The term “hardness” refers to how much a material can resist being locally deformed through mechanical means such as abrasion or indentation [32,33,34,35,36]. If dentures are made from a material with low surface hardness, they are more likely to sustain damage from mechanical brushing, which can lead to plaque build-up and discoloration, ultimately reducing their lifespan [37]. In the current study, milled tooth shade had highest hardness, followed by 3D-printed tooth shade, and the least and similar hardness was of pink shade milled and 3D-printed resins. Srinivasan M et al. found no significant difference in the hardness of milled and 3D-printed resins [38]. However, the milled samples used in their study were of a different brand.
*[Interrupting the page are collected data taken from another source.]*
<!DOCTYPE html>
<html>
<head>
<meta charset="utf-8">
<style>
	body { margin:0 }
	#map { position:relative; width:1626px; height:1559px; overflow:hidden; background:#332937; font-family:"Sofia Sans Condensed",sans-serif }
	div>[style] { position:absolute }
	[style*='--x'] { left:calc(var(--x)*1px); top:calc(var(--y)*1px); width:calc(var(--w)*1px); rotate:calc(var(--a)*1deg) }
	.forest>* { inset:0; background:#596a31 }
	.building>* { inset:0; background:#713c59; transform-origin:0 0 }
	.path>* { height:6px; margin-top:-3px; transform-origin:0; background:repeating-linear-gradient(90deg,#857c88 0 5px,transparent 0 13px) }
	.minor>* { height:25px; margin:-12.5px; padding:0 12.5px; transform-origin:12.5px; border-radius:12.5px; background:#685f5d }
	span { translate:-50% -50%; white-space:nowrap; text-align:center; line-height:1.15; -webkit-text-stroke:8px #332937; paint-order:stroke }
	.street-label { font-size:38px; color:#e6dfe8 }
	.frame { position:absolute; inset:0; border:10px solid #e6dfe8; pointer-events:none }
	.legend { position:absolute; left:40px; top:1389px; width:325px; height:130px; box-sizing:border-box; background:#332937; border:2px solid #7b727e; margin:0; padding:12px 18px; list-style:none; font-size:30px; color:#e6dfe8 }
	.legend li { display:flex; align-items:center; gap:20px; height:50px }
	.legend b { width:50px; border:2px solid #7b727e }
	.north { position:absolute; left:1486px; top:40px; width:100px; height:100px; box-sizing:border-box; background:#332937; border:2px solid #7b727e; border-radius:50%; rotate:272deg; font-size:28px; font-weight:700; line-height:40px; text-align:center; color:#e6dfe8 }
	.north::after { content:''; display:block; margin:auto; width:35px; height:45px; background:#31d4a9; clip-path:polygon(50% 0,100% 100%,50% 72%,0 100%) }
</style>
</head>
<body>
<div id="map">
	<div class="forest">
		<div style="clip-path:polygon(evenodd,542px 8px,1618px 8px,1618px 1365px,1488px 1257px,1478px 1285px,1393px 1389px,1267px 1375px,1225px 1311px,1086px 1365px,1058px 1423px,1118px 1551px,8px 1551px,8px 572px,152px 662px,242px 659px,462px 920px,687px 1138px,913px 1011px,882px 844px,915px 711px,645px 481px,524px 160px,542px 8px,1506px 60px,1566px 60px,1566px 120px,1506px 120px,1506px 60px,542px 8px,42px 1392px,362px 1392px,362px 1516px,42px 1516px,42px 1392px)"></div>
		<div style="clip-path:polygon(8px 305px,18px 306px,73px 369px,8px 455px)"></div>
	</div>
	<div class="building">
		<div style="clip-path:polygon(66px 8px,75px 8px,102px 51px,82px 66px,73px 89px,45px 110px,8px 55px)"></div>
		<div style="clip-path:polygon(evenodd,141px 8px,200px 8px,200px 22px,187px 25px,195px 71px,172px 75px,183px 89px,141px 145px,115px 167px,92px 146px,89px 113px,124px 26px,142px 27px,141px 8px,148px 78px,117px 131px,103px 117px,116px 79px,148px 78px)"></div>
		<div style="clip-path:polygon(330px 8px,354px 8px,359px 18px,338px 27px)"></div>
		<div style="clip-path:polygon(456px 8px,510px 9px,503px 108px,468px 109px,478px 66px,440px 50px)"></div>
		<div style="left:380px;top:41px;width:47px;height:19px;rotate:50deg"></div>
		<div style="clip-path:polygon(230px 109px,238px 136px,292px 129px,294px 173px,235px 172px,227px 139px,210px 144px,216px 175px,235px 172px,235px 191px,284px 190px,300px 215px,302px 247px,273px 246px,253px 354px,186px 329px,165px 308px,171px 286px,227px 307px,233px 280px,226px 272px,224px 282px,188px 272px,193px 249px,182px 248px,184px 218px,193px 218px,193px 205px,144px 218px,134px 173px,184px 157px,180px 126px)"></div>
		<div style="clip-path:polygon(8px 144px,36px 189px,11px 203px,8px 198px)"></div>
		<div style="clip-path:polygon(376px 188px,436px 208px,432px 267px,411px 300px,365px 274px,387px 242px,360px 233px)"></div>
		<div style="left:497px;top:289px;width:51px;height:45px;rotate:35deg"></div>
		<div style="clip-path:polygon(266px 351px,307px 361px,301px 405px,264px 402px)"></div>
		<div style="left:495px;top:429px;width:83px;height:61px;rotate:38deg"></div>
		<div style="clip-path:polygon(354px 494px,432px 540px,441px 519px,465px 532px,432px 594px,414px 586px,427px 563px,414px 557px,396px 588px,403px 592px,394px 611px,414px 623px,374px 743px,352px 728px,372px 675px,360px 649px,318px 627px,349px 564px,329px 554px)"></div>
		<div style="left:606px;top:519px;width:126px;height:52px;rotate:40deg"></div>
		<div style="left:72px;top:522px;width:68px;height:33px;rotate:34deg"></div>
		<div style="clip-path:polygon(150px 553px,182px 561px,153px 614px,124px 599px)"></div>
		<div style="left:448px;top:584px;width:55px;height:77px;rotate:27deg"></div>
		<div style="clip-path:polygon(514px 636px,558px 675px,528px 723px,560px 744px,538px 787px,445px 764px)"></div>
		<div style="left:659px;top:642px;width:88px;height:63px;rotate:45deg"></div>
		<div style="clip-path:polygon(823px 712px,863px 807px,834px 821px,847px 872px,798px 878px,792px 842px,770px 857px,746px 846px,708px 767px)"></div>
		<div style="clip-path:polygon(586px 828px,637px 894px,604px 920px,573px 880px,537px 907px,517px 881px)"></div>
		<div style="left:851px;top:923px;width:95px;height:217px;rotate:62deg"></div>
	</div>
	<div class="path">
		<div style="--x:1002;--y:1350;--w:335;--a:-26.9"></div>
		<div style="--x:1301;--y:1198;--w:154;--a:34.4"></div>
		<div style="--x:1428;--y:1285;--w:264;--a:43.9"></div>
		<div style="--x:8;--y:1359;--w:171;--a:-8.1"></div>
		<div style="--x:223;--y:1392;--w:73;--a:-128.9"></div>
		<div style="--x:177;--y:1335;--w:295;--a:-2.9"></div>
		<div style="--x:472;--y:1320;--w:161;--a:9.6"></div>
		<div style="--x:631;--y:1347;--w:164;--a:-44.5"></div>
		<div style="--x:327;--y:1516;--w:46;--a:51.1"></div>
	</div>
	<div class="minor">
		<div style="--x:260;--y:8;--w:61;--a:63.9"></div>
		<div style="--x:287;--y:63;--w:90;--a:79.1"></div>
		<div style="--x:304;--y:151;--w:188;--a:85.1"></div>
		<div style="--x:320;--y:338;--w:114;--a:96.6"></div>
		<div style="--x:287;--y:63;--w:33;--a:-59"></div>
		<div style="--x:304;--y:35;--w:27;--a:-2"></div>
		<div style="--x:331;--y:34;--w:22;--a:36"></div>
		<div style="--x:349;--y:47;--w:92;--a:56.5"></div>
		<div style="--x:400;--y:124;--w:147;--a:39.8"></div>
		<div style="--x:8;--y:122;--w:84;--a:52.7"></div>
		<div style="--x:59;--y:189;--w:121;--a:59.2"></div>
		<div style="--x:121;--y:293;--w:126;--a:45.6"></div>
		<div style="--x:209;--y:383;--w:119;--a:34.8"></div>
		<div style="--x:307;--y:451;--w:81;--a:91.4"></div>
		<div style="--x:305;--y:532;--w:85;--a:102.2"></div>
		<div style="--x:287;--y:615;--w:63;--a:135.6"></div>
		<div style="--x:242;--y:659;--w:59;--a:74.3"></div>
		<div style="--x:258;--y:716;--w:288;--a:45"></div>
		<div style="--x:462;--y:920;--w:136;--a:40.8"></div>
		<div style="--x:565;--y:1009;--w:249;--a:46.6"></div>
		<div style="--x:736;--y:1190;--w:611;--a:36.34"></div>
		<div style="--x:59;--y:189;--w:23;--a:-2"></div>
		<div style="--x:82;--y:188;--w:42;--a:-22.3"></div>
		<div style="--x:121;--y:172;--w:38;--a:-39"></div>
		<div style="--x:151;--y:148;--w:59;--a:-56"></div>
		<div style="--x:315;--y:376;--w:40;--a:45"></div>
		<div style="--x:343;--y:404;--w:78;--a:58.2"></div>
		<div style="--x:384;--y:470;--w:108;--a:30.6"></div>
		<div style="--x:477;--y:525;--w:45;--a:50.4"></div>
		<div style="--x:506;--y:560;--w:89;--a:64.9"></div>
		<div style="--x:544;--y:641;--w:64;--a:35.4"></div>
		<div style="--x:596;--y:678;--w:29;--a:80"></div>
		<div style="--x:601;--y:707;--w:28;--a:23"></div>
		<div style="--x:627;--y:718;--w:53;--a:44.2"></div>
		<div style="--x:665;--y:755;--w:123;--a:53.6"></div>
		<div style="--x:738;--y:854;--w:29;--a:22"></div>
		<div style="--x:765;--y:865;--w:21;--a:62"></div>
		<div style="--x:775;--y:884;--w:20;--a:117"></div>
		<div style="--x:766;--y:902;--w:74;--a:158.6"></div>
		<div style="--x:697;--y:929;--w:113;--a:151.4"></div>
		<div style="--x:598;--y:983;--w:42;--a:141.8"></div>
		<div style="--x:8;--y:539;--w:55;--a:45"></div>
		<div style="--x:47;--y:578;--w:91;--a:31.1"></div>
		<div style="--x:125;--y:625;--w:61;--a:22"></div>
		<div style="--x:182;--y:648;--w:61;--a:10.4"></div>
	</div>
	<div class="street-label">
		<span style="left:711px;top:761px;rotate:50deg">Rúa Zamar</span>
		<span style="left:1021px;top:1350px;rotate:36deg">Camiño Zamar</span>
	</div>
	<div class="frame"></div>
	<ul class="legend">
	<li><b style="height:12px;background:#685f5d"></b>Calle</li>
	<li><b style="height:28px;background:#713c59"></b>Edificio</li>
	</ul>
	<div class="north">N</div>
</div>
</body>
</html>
In the study by Prpic et al., even though they observed that 3D-printed resins had lower hardness values, an interesting point was highlighted that the different brands of milled and printed materials showed different properties irrespective of their polymerization process, and it has to do with the density of the material [39].

Limitations and future scope

Simulation of oral conditions and aging of the samples was not done in the current study. Different brands of CAD/CAM materials should be assessed in future studies. The impact of different orientations used during 3D printing should also be evaluated in future studies. Furthermore, the results of this study should be confirmed by clinical trials.

Conclusion

  1. 1)

    Color stability of milled PMMA is superior to that of 3D-printed resins.

  2. 2)

    Hardness of tooth shade milled and 3D-printed resins is more than that of pink shade milled and 3D-printed resins.

  3. 3)

    Tooth shade 3D-printed resin is superior to pink-shade 3D-printed resin in terms of color stability and hardness.